### Your assignment
Your task is to transcribe the lines from the start of the data below through the line containing "--surface:#1a2628; --page:#273234; --text:#f1f3f6;", inclusive, exactly as they stand and without the pictures.

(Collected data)
========================================================================

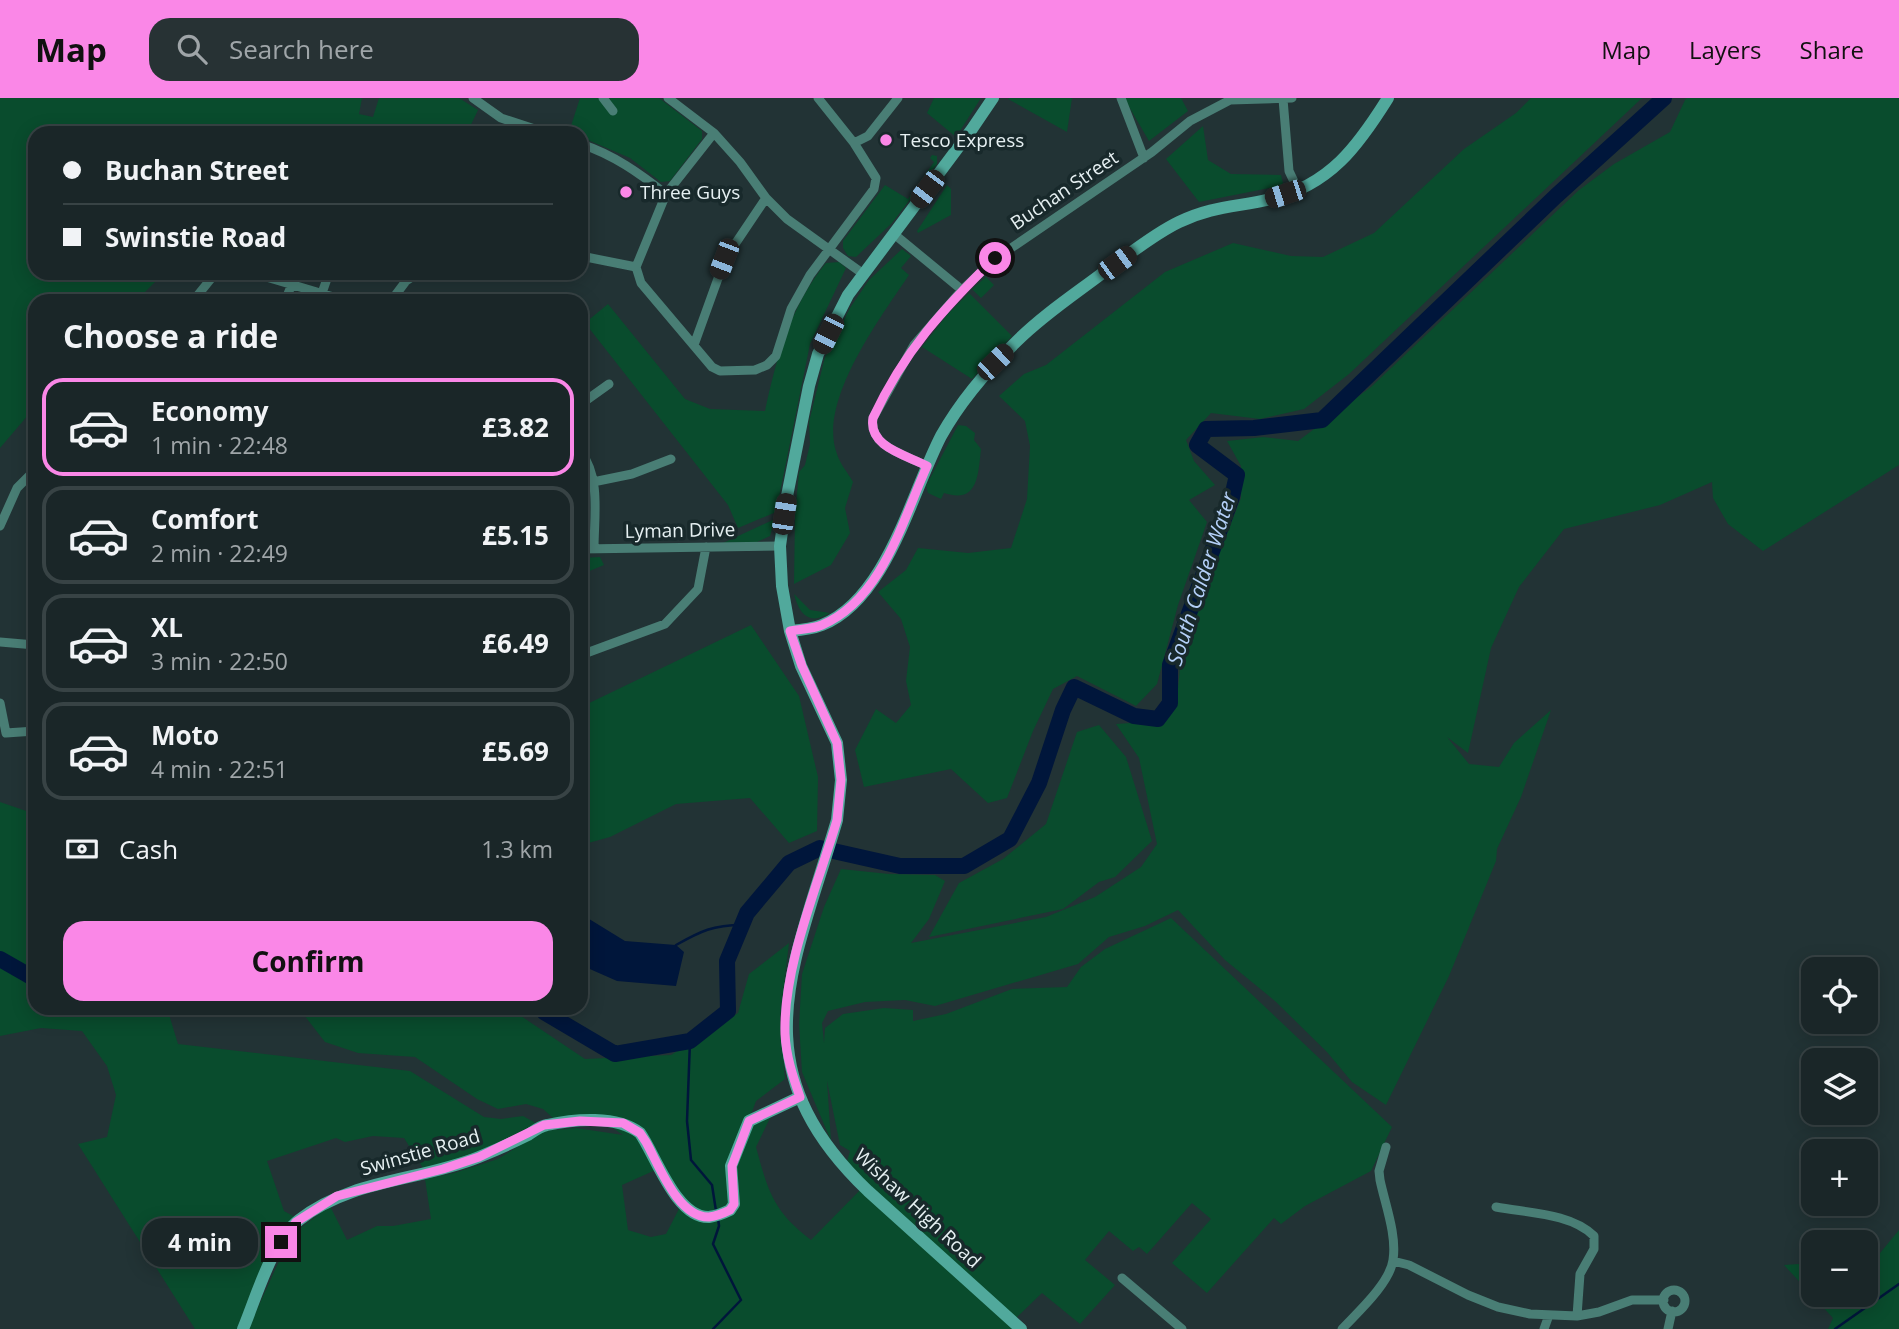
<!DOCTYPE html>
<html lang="en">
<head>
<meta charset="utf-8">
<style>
	:root { --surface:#1a2628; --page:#273234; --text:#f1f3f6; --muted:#9fa5a8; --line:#384345; --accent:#fa87e7 }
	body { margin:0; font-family:"Open Sans",sans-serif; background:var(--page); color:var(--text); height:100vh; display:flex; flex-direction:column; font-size:26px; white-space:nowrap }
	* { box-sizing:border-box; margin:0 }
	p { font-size:23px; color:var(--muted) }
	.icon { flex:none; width:38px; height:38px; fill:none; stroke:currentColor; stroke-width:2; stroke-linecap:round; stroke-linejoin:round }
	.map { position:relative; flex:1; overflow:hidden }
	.sheet { position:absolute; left:28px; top:196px; width:560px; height:721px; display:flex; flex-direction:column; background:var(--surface); border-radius:21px; box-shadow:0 4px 18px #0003,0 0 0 2px var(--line) }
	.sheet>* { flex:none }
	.banner { position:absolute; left:28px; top:28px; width:560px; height:154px; border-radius:21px; box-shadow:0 4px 18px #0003,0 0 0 2px var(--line); display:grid; align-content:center; height:154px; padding:0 35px; background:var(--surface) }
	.controls { position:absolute; left:1801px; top:859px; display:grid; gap:14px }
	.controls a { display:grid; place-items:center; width:77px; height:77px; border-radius:14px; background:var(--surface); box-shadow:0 4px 18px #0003,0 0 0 2px var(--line); font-size:35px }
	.end { position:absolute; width:32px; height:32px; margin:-16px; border:9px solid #fa87e7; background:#111; box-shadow:0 0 0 4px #111 }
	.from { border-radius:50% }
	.bubble { position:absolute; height:49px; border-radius:21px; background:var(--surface); box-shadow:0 4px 18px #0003,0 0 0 2px var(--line); font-size:23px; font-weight:700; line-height:49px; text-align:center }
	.car { position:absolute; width:21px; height:42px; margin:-21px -10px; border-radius:9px; box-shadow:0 0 5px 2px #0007; background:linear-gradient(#222 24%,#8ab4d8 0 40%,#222 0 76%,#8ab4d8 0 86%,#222 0) }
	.banner b { display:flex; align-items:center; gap:24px; height:66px; font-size:26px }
	.banner b+b { border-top:2px solid var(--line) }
	.banner i { width:18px; height:18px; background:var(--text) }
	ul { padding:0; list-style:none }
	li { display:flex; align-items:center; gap:21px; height:98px; margin:0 14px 10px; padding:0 21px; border:4px solid var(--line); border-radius:21px }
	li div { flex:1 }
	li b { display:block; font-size:26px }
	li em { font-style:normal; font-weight:700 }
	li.active { border-color:var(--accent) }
	li>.icon { width:63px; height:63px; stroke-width:1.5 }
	h2 { padding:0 35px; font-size:32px; line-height:84px }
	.pay { display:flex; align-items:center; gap:18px; height:77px; padding:0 35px; font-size:26px }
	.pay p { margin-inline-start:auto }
	.primary-button { display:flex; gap:14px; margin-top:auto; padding:14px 35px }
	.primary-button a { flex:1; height:80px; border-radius:21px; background:var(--accent); color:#111; font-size:28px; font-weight:700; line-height:80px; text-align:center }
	header { display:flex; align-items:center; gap:42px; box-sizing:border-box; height:98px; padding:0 35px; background:var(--accent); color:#111 }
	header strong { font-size:33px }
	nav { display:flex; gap:38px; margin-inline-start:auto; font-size:24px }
	.search { width:490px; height:63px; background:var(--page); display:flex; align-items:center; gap:18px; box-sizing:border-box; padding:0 24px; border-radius:21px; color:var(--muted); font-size:26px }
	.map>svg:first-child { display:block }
</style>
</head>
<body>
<header>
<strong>Map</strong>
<div class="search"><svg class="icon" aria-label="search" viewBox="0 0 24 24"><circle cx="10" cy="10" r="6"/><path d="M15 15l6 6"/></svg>Search here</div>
<nav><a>Map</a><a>Layers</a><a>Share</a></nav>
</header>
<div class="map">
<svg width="1899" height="1231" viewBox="0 0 1899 1231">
	<rect width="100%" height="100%" fill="#223335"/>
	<path fill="#094c2d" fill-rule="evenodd" d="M0,0H362L359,16L373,19L379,0H459L478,12L467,35H35V175H164L136,203H35V309L0,350Z
		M580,0H659L702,33V41L670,83L661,84L630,60L581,39V35L569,34Z
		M934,0H981L956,39L927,15Z
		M1009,0H1072L1067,34L1008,1Z
		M1124,0H1181L1188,13L1149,43Z
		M1531,0H1642L1349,276L1304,311L1260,321L1211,315L1186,342L1194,363L1215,387L1189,402L1207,424L1178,507L1157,586L1136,608L1077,578L1053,591L1033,633L1007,700L988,705L951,671L864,689L855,652L876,611L896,625L911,607L906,583L910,549L901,521L878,494L906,472L918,450L968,455L1011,450L1027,401L1030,348L1025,323L999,298L1024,276L1046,267L1165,174L1233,145L1291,158L1323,159L1374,135L1464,51L1516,15Z
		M1686,0H1899V367L1763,453L1728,426L1713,400L1712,384L1660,407L1564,431L1519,489L1491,550L1468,655L1447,639L1469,666L1499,669L1514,645L1551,612L1521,699L1497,751L1496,763L1449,878L1386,1007L1352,984L1327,954L1275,903L1225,862L1178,812L1145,828L1109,839L1078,866L935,908L905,902L865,904L828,913L822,925L824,945L825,930L843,916L884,910L913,912V923L946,916L1012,891L1067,889L1081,869L1105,851L1171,820L1392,1029L1371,1073L1305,1108L1281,1126L1274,1120L1207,1195L1172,1165L1211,1121L1192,1105L1147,1156L1139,1149L1133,1153L1109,1133L1085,1162L1115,1187L1080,1226L1042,1195L1013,1223L1021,1231H248L291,1137L330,1108L347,1142L377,1128H393L431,1121L425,1081L454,1075L498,1061L543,1033L576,1030L623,1037L597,1019L553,1020L543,1011L526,1006L498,1011L477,1001L415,959L358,955L325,944L304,917L305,910H514L515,914L585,961L671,957L738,915L749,876L789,845L780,919L785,981L756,1003L749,1022L771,1018L756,1049C768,1093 773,1113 811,1142L863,1089L845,1071L850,1053L840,1047L827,983L831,1043L802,974L799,926L802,876L824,809L841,771L889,776L935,777L945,783L929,821L911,845L1046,819L1095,799L1141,769L1157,746L1139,660L1116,626L1162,623L1176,609L1181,561L1200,504L1241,400V368L1227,343L1263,339L1298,343L1371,289L1579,92L1614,66L1670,34ZM660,1070L681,1107L666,1136L651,1139L628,1132L622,1087Z
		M1203,28L1208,62L1231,76L1281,77L1283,85L1280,88L1199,104L1166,61Z
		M932,57L937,58V66L892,125L856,159L848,158L843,150V143L885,87L908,101L934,64L930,60Z
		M947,87L951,91V117L918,135L917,133Z
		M902,151L911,158L901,170L909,177C881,219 817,304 837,356C840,366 848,375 853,384L845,410L850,435L831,467L794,486L795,418L799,374L805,367L810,346L809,324L825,259L850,210L869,182Z
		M839,164L846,170L810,246L776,414L738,430L728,407L585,225L608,206L685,301L710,311L765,313C776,261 791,207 826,165Z
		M986,179L994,187L981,200L972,191Z
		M969,195L1012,238L972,281L922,249L947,217Z
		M958,327L966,328L975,335L974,342L981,351C978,378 978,406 944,395L941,401L928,395L926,388Z
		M775,421L770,438L757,444L723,445Z
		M600,459L604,467L587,474L581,460Z
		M794,496L810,512L830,515C809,528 799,516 794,496Z
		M751,527L799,598L818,679L817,733L789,745L750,700L676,706L610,739L581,747V609Z
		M1099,627L1126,659L1152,743L1115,779L1099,784L1063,811L929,839L959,785L1003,761L1046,726L1077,634Z
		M0,704L35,716V910H167L178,946L410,973L484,1019L501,1021L523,1018L534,1024L535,1029L463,1060L423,1070L404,1040L373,1038L345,1044L336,1040L267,1063L284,1113L295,1119L267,1158L237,1231H195L78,1046L107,1039L116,997L107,968L82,933L41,930L0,938Z
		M1899,1132V1231H1828L1833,1220L1784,1167L1813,1165V1197H1866V1161L1876,1160Z"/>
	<path fill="#00163b" d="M581,816L625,843L676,847L684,854L676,888L617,883L583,868Z"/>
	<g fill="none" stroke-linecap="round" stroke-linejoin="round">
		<path stroke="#00163b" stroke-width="2.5" d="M676,847C701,833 713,827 742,827
			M690,943L687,1023L691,1062L712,1087L716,1113
			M713,1231L741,1202L713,1146L719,1128L718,1120
			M1835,1231L1899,1186"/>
		<path stroke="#00163b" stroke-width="16" d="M0,861L35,881
			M542,910L544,914L615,956L690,943L728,913L727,863L747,815L789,765L820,750L900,768H964L1010,741L1039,685L1063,612L1074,589L1134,618L1158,621L1170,605V567L1232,399L1237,377L1197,347L1206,331L1254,330L1322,322L1556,98L1664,0"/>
		<path stroke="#497e75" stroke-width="9" d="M473,0L501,20L547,35
			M603,0L613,13
			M668,0L714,35L740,64L766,100L787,121L862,175
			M1121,0L1144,60
			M1283,1L1289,73L1298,92
			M714,35L666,96L636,169L641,185L712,269L720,273L755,272L767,267L776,258L791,211L810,177L874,91L876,80L854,45L818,0
			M854,45L868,38L898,0
			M581,46C614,57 639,75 666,96
			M894,136L962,192
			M581,158L636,169
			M253,175L347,203
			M322,195L329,175
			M193,203L214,177L219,175
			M285,203L292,186
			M391,203L406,183L418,175
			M694,247L725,161L766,100
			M581,306L609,286
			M581,354C601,380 594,419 594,451
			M927,368C906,357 868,349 873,320L914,247L962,192L995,161L1152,54L1190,23L1230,2L1292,0
			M593,384L632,376L671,361
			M0,428L17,390L35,372
			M581,451L780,448
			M0,544L35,547
			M581,557L665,526L698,491L706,449
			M0,605L6,635L35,633
			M1496,1109C1527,1115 1571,1115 1594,1138V1151L1580,1176L1577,1218
			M1393,1163L1409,1167L1468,1197L1498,1209L1530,1216L1577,1218L1599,1214L1632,1202H1664
			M1122,1180L1182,1231
			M1663 1203a11 11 0 1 1 22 0a11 11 0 1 1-22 0Z
			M1342,1231C1358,1214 1390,1185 1393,1162C1397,1137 1385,1106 1380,1082L1379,1073L1386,1049
			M1544,1231L1549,1217
			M1668,1231L1672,1213"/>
		<path stroke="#51a99c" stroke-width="12" d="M993,0L972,31L848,197L818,256L809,288L787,398L780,448L782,488L790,533L801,568L837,645L841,682L837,722C794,869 737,968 868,1093L1021,1231
			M790,533C801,532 812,531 822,527C887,501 911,396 941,338C961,302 987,272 1017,243C1043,217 1075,196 1104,174C1129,157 1152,137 1179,124C1212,108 1237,109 1271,101C1330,87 1358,48 1388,0
			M243,1231C256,1200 272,1143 299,1122C351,1081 420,1083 479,1059C496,1052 512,1045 528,1037C534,1033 540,1028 547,1027C574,1021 617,1017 640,1035C656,1058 676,1120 709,1119C716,1118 724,1115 730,1112L734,1106L731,1068L749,1023L800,999"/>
	</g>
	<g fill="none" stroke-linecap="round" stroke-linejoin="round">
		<path stroke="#fa87e7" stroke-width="9" d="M281,1144L296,1124L337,1098L443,1071L479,1059L544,1027L580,1023L623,1025L640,1035L646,1044C659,1067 678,1120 709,1119C716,1118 724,1115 730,1112L734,1106L732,1068L749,1023L800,999C793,979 786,958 785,936C783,868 818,787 837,722L841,682L837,645L802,568L790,533C801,531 812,531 822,527C882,502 903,421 927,368C906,357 868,349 873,320C904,253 943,211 995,160"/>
	</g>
	<g fill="#fa87e7" stroke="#18292b" stroke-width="2.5">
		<circle cx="886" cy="42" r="7"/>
		<circle cx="626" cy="94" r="7"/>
	</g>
	<g text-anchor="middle" stroke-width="7" stroke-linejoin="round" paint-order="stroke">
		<g font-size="19" fill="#e6f0f2" stroke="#18292b" text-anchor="start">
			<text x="900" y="49">Tesco Express</text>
			<text x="640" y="101">Three Guys</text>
		</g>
		<g font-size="19" fill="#e6f0f2" stroke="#18292b">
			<text transform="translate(1064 92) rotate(-34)" y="7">Buchan Street</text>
			<text transform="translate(680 432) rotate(-1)" y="7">Lyman Drive</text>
			<text transform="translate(420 1054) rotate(-16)" y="7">Swinstie Road</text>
			<text transform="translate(918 1110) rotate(43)" y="7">Wishaw High Road</text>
		</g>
		<g font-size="21" font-style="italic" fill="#b4d0f8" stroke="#18292b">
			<text transform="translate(1202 481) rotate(-72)" y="7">South Calder Water</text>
		</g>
	</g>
</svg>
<div class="controls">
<a><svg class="icon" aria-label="locate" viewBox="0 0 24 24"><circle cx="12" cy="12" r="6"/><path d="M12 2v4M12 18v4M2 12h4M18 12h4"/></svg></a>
<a><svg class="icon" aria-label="layers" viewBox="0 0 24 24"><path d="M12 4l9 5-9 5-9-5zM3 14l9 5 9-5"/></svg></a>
<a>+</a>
<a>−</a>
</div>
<i class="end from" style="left:995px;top:160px"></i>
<i class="end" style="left:281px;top:1144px"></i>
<div class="bubble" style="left:142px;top:1120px;width:116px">4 min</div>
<i class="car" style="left:927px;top:91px;rotate:217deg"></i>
<i class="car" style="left:1285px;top:96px;rotate:252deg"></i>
<i class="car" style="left:724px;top:161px;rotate:201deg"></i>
<i class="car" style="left:1117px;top:165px;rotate:54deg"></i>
<i class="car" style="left:828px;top:236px;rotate:207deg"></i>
<i class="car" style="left:995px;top:264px;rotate:46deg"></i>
<i class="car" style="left:784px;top:416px;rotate:9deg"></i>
<div class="banner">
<b><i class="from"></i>Buchan Street</b>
<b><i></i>Swinstie Road</b>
</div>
<section class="sheet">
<h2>Choose a ride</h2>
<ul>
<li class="active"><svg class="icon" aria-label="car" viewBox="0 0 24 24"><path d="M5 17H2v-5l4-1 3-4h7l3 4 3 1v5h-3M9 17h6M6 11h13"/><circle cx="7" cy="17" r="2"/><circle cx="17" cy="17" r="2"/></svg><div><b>Economy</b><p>1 min · 22:48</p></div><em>£3.82</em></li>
<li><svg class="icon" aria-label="car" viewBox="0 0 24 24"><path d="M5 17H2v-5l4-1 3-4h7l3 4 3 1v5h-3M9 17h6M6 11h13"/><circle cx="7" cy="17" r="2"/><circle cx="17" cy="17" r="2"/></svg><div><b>Comfort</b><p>2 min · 22:49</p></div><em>£5.15</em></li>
<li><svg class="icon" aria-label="car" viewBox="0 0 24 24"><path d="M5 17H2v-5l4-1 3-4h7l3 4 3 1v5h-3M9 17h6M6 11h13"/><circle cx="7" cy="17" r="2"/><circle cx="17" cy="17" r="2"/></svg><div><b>XL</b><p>3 min · 22:50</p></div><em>£6.49</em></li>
<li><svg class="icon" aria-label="car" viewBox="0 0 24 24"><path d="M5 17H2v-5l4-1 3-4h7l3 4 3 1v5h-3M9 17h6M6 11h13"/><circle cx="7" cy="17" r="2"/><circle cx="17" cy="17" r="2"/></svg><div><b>Moto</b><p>4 min · 22:51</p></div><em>£5.69</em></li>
</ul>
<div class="pay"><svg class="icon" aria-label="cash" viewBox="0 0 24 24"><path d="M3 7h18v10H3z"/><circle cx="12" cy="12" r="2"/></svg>Cash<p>1.3 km</p></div>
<div class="primary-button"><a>Confirm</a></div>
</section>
</div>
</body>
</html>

========================================================================

### Answer to this task
<!DOCTYPE html>
<html lang="en">
<head>
<meta charset="utf-8">
<style>
	:root { --surface:#1a2628; --page:#273234; --text:#f1f3f6; --muted:#9fa5a8; --line:#384345; --accent:#fa87e7 }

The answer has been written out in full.